Saadet Partisi Grubu adına söz alan Denizli Milletvekili Sema Silkin Ün ise "Geçtiğimiz yıl Adalet Bakanlığına bir soru önergesi vermiştim. ,'İnfaz düzenlemeleriyle erken salıverilerek özgürlük bahşedilen suçlulardan kaç tanesi kadına ve çocuğa yönelik şiddet suçlarından hüküm giymişti?' diyerek. Ancak cevabınızdan tatmin edici olmadım. Bakanlık her ne kadar rakamsal bir cevap vermese de biz cevabımızı yaşarken gördük milletvekilleri. O tarihten sonra basına yansıyan, organize ya da bireysel olarak işlenen suçların faillerinin çoğunun seceresinin, suç makinelerinin sicillerinin, kadına yönelik ve çocuğa yönelik şiddet suçlarıyla dolu olduğunu gördük. 19 yaşında 26 suç kaydı olan bir suçlunun açıklaması cezasızlık olgusudur, cezasızlık algısı değil. Bir kriminolog, 'Suçun önündeki en büyük engel cezaların acımasızlığı değil, yanılmazlığıdır' der. Hafif bile olsa bir cezanın kesinliği, cezasız kalma umuduyla birleşen daha korkunç bir başka cezanın korkusundan her zaman daha güçlü bir etki yaratır. Aslolan cezanın ağırlığı değil, cezanın caydırıcılığıdır. İktidar bugün bile hala bu yanılgıya düşüyor, bu yanılgıdan çıkmazsa havanda su dövmekten öteye giden bir mücadeleden başkasını vermemiş olacak. DEM Parti’nin bu önergesini destekliyor, kadına yönelik şiddetin önlenmesi için alınacak tüm tedbirlerin arkasında olduğumuzu ifade ediyorum" diye konuştu.

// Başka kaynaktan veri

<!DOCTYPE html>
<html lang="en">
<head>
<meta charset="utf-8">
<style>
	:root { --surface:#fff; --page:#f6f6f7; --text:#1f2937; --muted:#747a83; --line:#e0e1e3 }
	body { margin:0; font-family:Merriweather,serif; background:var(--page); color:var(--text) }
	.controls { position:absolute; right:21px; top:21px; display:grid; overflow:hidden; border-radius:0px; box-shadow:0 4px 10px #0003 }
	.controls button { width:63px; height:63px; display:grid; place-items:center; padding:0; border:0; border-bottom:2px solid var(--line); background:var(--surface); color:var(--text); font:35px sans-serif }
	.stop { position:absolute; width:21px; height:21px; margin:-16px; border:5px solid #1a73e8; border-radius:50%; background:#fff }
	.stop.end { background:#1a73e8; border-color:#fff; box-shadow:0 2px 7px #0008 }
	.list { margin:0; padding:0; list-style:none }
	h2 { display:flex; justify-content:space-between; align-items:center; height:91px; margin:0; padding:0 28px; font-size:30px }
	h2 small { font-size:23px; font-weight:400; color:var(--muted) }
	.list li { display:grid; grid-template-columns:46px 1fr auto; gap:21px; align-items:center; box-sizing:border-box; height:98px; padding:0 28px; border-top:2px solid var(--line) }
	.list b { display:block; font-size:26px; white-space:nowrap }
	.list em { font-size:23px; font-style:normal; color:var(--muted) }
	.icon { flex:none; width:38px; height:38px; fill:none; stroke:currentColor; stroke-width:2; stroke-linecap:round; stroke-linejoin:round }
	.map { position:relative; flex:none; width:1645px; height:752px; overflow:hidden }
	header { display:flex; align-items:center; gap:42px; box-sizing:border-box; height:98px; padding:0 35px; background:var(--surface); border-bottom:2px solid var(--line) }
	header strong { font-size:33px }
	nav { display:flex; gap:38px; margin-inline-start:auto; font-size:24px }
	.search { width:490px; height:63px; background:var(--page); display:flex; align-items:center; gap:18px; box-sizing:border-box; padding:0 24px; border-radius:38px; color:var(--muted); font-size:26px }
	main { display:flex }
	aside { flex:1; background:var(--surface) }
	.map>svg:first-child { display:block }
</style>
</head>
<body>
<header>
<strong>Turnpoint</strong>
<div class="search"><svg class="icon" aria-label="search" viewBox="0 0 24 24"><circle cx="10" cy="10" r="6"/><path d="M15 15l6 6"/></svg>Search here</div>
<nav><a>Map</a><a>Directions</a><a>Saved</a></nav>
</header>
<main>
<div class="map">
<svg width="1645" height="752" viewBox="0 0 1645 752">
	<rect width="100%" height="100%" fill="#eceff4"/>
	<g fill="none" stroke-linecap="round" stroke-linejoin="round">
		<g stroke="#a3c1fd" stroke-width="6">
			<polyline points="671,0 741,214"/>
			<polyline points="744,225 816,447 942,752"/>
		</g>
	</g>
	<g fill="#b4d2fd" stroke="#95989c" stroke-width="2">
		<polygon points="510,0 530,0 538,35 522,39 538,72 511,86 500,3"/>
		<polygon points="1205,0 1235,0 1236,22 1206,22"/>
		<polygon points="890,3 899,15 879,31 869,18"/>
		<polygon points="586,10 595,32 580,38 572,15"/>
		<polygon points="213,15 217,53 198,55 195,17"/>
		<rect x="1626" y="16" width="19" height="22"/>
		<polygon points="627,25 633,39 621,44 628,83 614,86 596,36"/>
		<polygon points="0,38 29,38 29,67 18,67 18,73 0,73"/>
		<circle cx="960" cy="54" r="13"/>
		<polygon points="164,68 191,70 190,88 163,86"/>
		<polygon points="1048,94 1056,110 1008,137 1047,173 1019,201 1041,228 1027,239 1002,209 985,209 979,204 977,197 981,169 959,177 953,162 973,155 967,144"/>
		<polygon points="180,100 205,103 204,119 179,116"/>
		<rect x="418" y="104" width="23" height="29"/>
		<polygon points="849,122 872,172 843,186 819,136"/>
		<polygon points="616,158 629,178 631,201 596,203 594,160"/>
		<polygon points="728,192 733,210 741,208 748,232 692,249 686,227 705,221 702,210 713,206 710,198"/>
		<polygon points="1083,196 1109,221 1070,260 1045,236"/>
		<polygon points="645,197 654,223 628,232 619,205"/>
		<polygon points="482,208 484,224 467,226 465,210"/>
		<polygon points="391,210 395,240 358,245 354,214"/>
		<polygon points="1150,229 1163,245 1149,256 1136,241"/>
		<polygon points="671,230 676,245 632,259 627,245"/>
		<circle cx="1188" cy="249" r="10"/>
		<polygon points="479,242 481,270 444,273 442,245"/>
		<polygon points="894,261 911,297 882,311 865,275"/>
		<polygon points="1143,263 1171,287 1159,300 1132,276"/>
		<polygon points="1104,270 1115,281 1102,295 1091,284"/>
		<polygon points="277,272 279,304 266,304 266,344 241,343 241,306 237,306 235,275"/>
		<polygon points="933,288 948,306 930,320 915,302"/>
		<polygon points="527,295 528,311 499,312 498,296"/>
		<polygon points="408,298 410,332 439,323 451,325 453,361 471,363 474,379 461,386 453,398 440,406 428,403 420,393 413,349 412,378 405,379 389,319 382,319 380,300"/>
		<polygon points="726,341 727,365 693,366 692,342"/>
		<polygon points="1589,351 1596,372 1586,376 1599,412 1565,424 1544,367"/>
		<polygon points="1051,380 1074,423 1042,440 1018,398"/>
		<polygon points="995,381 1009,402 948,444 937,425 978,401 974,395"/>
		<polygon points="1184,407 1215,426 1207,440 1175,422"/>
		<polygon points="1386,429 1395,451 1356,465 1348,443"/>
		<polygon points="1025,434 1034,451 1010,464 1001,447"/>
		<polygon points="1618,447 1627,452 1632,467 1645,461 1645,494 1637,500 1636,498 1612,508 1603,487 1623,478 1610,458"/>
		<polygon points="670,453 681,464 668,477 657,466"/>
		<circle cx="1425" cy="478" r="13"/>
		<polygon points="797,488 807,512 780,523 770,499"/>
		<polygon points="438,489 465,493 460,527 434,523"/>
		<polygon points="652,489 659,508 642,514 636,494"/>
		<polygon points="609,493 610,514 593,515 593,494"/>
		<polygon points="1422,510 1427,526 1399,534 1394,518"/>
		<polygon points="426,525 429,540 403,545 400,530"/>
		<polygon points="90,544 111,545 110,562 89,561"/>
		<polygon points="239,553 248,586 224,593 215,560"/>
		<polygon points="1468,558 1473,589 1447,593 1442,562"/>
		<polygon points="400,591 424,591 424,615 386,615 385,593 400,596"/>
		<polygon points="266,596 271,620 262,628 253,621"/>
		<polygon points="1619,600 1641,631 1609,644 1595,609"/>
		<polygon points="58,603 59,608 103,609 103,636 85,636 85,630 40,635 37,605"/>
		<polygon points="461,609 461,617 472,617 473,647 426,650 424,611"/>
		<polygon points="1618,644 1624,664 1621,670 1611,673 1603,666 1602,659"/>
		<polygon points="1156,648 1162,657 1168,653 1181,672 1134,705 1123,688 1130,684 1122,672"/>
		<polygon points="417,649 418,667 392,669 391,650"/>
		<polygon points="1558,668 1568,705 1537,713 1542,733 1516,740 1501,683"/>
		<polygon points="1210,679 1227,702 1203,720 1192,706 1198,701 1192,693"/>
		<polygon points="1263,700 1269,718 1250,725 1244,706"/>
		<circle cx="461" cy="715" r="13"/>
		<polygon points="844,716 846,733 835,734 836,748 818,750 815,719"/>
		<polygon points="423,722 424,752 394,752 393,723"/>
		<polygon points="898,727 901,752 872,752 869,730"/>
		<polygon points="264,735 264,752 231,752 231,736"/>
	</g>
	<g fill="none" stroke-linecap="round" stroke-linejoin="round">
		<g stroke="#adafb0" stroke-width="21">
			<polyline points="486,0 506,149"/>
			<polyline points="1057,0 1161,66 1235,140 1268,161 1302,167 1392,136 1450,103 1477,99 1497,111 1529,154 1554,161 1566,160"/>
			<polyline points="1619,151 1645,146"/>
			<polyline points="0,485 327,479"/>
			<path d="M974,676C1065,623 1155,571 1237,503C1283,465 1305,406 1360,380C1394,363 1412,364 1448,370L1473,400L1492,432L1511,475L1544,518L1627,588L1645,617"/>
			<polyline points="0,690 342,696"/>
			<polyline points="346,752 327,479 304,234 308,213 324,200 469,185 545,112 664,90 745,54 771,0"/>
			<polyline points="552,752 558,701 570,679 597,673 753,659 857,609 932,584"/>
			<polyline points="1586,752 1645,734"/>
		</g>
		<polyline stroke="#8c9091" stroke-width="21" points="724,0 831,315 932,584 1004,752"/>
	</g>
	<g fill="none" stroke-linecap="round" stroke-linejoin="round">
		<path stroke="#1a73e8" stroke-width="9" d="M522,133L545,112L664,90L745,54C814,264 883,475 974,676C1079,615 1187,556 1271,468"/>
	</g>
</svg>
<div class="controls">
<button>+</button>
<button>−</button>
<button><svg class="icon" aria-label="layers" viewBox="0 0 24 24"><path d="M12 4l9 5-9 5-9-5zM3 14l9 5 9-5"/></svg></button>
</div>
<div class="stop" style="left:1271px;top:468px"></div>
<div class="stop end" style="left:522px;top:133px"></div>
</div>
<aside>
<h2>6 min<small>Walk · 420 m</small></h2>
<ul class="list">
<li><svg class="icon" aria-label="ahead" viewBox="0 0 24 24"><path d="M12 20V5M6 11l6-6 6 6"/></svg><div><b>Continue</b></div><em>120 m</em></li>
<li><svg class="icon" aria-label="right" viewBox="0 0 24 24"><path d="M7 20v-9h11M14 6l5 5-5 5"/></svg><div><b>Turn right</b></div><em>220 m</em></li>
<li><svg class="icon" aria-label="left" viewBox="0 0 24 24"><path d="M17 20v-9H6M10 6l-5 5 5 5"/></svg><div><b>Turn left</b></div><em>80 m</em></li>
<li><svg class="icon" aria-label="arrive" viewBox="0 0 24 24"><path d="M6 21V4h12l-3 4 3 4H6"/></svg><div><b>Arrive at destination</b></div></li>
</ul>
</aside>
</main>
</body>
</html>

Önerge üzerine CHP adına söz alan Ankara Milletvekili Semra Dinçer, konuşma yapacağı kürsüye 'kefen' ile çıkarak, "Münevver’den İkbal’e, Narin’den Sıla’ya, Özgecan’dan Ayşenur’a; binlerce kadın ve çocuk sizin yüzünüzden işte bu kefeni giydi. Bu kefenin üzerinde katledilen kadınların, kız çocuklarının ve bebeklerin isimleri var. Lafı hiç eğip bükmeye gerek yok, bu ülkede eşikten beşiklerine kadar her gün kadınlar ve çocuklar katlediliyor. Sizin erkek egemen politikalarınız ve kadınları katleden canilere uyguladığınız cezasızlık politikalarınız yüzünden 22 yıldır kadınlar ne yazık ki bu kefeni çantalarında taşıyorlar, bu kefeni kadınların kaderi yaptınız. Bu topraklarda katledilen her kadının vebali boynunuzdadır. İstanbul Sözleşmesi’nden çıkmasaydınız, kadınları katleden canilere iyi halden ceza indirimi yapmasaydınız bugün birçok kadın hayatta olacaktı; cezaevinden firar edip Ceren Özdemir’i öldüren katili yakalayabilseydiniz Ceren bugün hayatta olacaktı. 19 suçtan ceza alan kişiyi serbest bırakmasaydınız, öğretmen Saadet Çay şimdi yaşıyor olacaktı. Ceza adaletini ortadan kaldırdınız, toplumu çürüttünüz; önlük giymesi gereken çocuklar, gelinlik giyecek olan kadınlar sizin yüzünüzden işte bu kefeni giydi. Her gün kadına yönelik canilik, suç ve şiddet haberlerini görmek kanımızı donduruyor. Peki, bunun sebebi ne? Kadın katilleri kimden ve nereden cesaret alıyorlar?" dedi.